Yugoslavia's estranged junior republic, Montenegro, reacted angrily to the appointment Tuesday of a Serb to the post of federal defense minister. The post had been held by a Montenegrin who was murdered in Belgrade last week. RFE/RL's Jolyon Naegele takes a look at what Montenegro has against Yugoslavia's new defense minister, Dragoljub Ojdanic.
Prague, 17 February 2000 (RFE/RL) -- Yugoslav President Slobodan Milosevic's appointment last night of a Serb to the post of defense minister provoked anger in the Montenegrin capital Podgorica today.
Dragoljub Ojdanic replaces a pro-Milosevic Montenegrin, Pavle Bulatovic, who was machine-gunned to death by unknown assailants while dining at a Belgrade football club restaurant last week (Feb. 7).
Ojdanic, until now army chief of staff, was one of four senior officials indicted by the UN war crimes tribunal last May along with Yugoslav President Slobodan Milosevic. Yet the criticism from Podgorica was not based on that fact.
Rather, Montenegrin officials complain that they were not consulted, as required by law, prior to the appointment. The move seems to harden the resolve of Montenegrins opposed to the Milosevic regime.
The appointment also raises concerns that having a Serb rather than a Montenegrin at the head of the Defense Ministry and the army may increase the likelihood of a crackdown by Belgrade against Montenegro's ruling pro-West faction.
Montenegrin President Milo Djukanovic's closest adviser, Miodrag Vukovic, was particularly incensed. He told RFE/RL:
"It proves to Montenegro that, once again, the constitution is being totally trampled upon and that not a single federal institution is functioning even formally."
Vukovic says the appointment confirms that the Milosevic regime is ignoring Montenegro's will and its constitutional role in the federal system. Vukovic says this requires a suitable response, which he declines to specify.
Vukovic says Ojdanic should have been appointed through standard constitutional procedures. Under that procedure, the federal prime minister appoints the ministers, who are then confirmed by the federal parliament.
Montenegro is engaged in a long-term boycott of the federal parliament. The federal prime minister, Momir Bulatovic, is a Montenegrin, but is allied with Milosevic.
Vukovic says the Supreme Defense Council, which has also not met for a long time due to a Montenegrin boycott, is the proper body to appoint the army chief of staff.
Other Montenegrin officials expressed alarm. The parliamentary faction leader of Djukanovic's Democratic Party of Socialists, Dragan Djurovic, says Ojdanic's appointment means Montenegro no longer has any of its representatives in commanding positions in the Defense Ministry, the Yugoslav Army, the federal court or the central bank.

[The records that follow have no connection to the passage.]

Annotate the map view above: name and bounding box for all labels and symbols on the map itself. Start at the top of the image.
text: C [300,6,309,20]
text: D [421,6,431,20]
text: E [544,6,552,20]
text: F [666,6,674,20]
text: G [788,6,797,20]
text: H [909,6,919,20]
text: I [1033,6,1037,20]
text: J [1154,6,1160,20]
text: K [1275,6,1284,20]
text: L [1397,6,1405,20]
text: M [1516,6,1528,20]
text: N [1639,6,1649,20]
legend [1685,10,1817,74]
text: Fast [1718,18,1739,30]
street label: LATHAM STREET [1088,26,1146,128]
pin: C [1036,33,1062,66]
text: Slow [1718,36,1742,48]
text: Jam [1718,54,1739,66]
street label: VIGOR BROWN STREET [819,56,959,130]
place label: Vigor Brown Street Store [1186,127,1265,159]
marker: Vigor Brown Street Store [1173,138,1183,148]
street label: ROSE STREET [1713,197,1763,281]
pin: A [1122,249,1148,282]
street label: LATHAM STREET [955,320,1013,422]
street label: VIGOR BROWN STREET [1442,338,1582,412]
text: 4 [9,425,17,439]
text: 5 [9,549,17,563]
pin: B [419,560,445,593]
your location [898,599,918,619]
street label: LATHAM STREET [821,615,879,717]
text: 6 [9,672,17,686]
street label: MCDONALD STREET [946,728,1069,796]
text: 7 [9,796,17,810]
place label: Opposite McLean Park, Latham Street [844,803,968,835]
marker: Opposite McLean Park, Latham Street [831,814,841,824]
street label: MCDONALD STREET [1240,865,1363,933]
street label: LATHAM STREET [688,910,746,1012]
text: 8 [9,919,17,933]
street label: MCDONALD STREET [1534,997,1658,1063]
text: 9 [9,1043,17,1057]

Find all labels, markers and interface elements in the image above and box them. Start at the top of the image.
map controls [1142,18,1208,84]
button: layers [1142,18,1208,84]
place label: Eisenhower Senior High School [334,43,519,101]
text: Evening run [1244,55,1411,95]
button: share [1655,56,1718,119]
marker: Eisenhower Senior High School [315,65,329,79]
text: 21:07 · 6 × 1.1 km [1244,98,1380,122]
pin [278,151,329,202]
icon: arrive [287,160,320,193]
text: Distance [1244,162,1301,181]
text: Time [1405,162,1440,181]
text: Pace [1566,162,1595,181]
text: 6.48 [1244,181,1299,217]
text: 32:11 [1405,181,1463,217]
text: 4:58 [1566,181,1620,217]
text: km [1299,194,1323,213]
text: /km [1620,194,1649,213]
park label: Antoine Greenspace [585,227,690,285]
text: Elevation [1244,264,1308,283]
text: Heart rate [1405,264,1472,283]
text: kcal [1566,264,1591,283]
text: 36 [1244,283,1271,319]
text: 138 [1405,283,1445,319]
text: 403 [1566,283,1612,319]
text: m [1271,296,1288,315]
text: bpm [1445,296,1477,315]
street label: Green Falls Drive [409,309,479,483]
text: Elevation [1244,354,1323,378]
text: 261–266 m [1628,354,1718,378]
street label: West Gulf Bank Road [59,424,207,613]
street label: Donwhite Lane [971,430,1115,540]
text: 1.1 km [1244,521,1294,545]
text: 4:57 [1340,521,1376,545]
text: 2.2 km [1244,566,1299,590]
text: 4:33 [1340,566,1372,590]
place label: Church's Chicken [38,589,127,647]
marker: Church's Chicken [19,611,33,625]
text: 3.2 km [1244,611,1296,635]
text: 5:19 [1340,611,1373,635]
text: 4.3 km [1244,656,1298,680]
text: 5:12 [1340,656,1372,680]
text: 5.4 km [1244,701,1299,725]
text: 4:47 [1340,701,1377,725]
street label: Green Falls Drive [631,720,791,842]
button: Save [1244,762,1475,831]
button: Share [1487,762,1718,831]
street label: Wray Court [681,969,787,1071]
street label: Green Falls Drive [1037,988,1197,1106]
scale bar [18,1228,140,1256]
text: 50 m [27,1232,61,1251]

"Mr. Momir Bulatovic once again has given a ministerial position away, this time a very important one, defense. This after he let Vojislav Seselj's Serbian Radical Party and [Milosevic's wife] Mila Markovic's Party of the Yugoslav Left reconstruct the cabinet with their own people."
A Montenegrin Social Democratic Party official (Ranko Krivokapic) says it is the first time in years that the defense minister is a soldier rather than a civilian.
And the head of the Montenegrin Helsinki committee for human rights, Slobodan Franovic, says the appointments are unconstitutional. Franovic says Montenegro should be very concerned, as the move threatens its security.
The lack of any reference in the Montenegrin criticism to the appointment of an indicted war criminal as defense minister suggests the politicians are trying to win votes at home by playing the Montenegrin card, while ignoring war-related liability shared to varying extents by Serbs and Montenegrins who served in the Yugoslav armed forces during the 1990s in Croatia, Bosnia, and Kosovo.
Notably, Montenegrin criticism of Ojdanic's successor as army chief of staff, Nebojsa Pavkovic, has been negligible. Pavkovic was the commander of the Yugoslav Third Army in Kosovo, and is widely viewed as a hero for minimizing losses to the army during last year's NATO airstrikes. Pavkovic has been campaigning vigorously for Serbian forces to be allowed to return to Kosovo, saying NATO has failed to restore law and order in the province.